Description of problem: The default capture_threshold value for the OpenShift object types container, container_group and node is 10 minutes (since these object types don't have their own capture_threshold definition in advanced settings). To maintain this rate of ems_metrics_collector message processing requires a large number of C&U Data Collector worker processes, which results in scaling several CFME appliances just to manage OpenShift Metrics. Unless there is a good reason to keep the capture_threshold definition at 10 minutes, I'd suggest extending the settings yaml to add new default values for the three OpenShift object types, as follows: :performance: :capture_threshold: :default: 10.minutes :ems_cluster: 50.minutes :host: 50.minutes :storage: 60.minutes :vm: 50.minutes :container: 60.minutes :container_group: 60.minutes :node: 60.minutes This definition would set the frequency of collection to one hour, which requires far fewer C&U Data Collector worker processes to process. I'm not sure whether we'd need to add corresponding values to :capture_threshold_with_alerts: Version-Release number of selected component (if applicable): 5.8.0.16 How reproducible: Every time
It is feasible to believe (as I heard it in several other cases) that the scalability issue here has to do with the queue; whether we collect every 10 or 50 minutes the number of data-points is unvaried, so the only thing that changes is the number of scheduled collections on the queue. At the moment of this writing the long-term plan is to access the real-time metrics directly from OpenShift (Ad-hoc Metrics) and keep in CFME only hourly rollups for long-term reporting. The initial 10-15 minutes collection was set in order to have the freshest data in C&U realtime pages. If we're OK to give up that freshness (+1 from me considering the long term goals and the new Ad-hoc Metrics page) then we can change the collection interval to 50. I assume correctness of availability of data for rollups was already assessed for other providers (who already have this threshold set to 50 minutes. Loic any concerns from your side? (I'd be more concerned about scalability vs freshness now)

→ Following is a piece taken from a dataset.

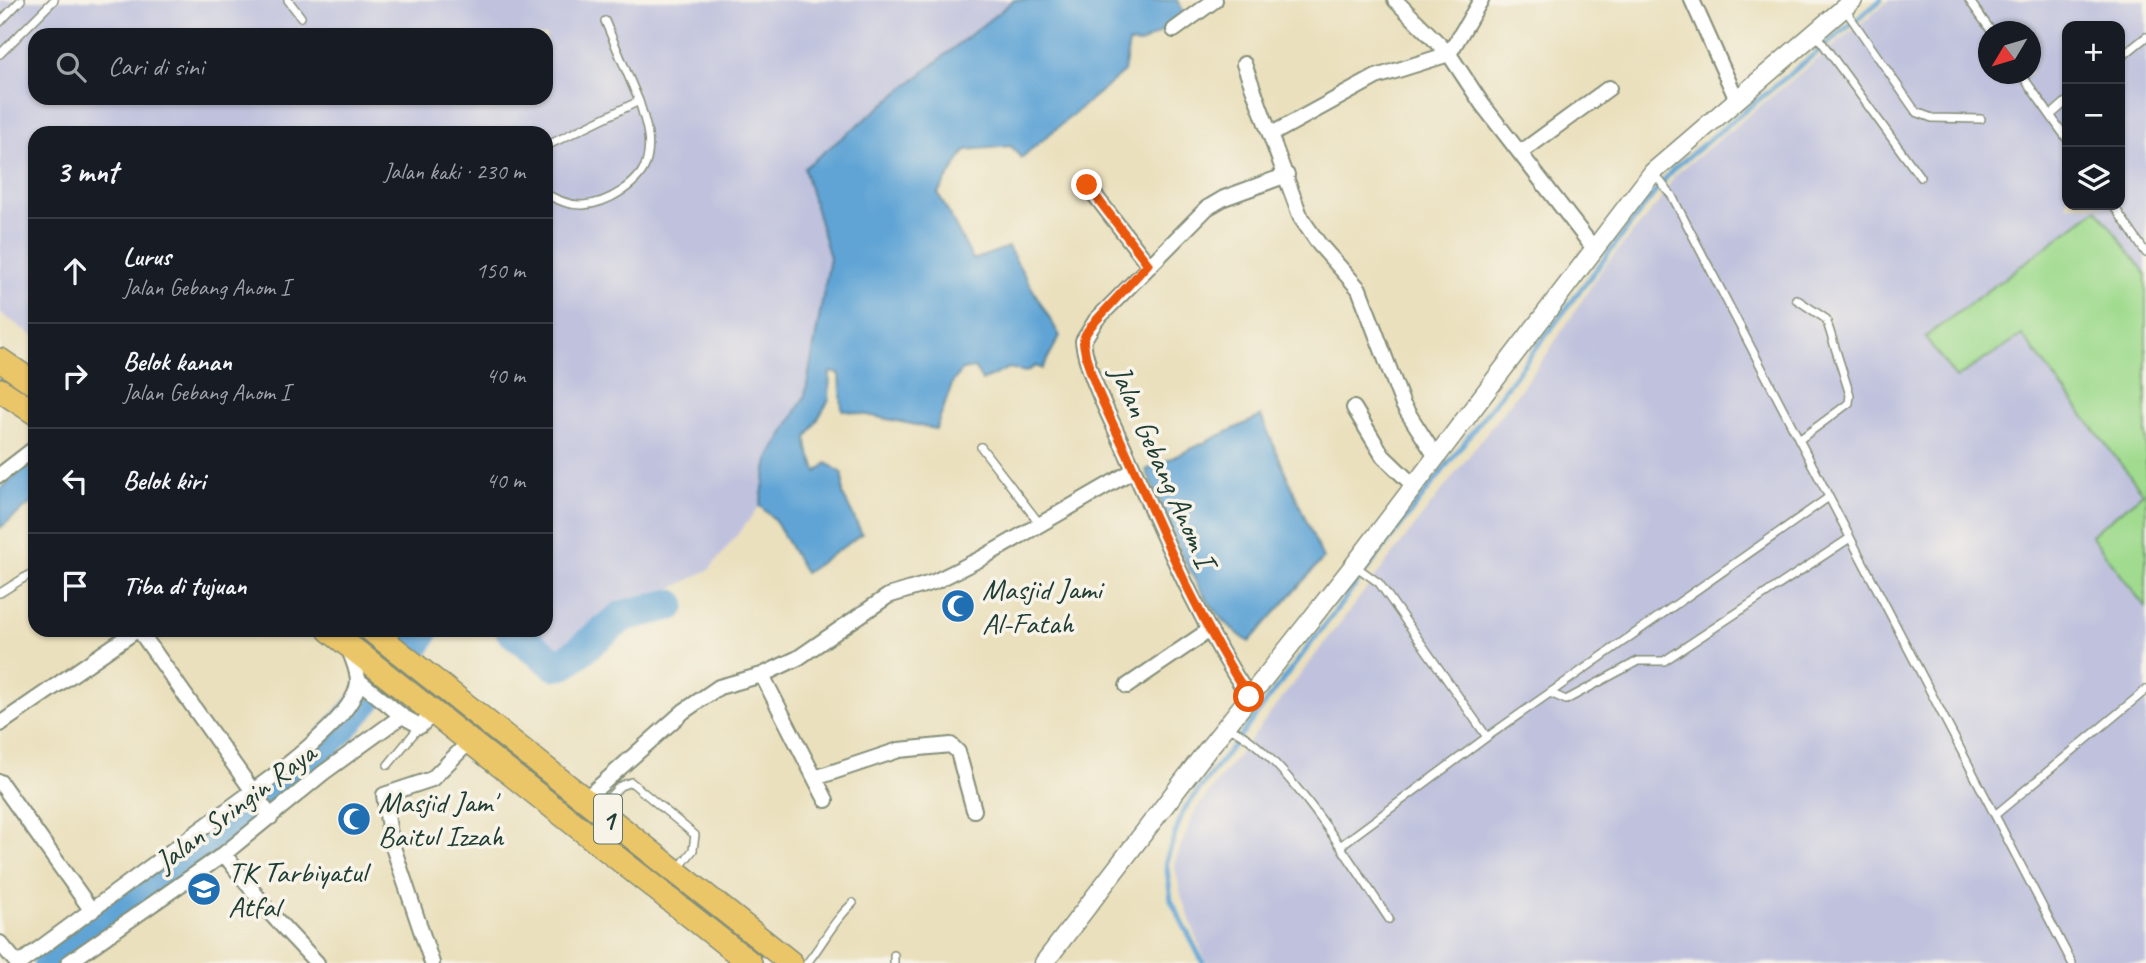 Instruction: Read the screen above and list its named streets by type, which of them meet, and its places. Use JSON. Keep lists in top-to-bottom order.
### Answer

(In reply to Federico Simoncelli from comment #2) > It is feasible to believe (as I heard it in several other cases) that the > scalability issue here has to do with the queue; whether we collect every 10 > or 50 minutes the number of data-points is unvaried, so the only thing that > changes is the number of scheduled collections on the queue. > > At the moment of this writing the long-term plan is to access the real-time > metrics directly from OpenShift (Ad-hoc Metrics) and keep in CFME only > hourly rollups for long-term reporting. > > The initial 10-15 minutes collection was set in order to have the freshest > data in C&U realtime pages. > > If we're OK to give up that freshness (+1 from me considering the long term > goals and the new Ad-hoc Metrics page) then we can change the collection > interval to 50. > I assume correctness of availability of data for rollups was already > assessed for other providers (who already have this threshold set to 50 > minutes. > > Loic any concerns from your side? > (I'd be more concerned about scalability vs freshness now) No Concern for me, long term will be CF Rollup, short term will come directly from provider repository.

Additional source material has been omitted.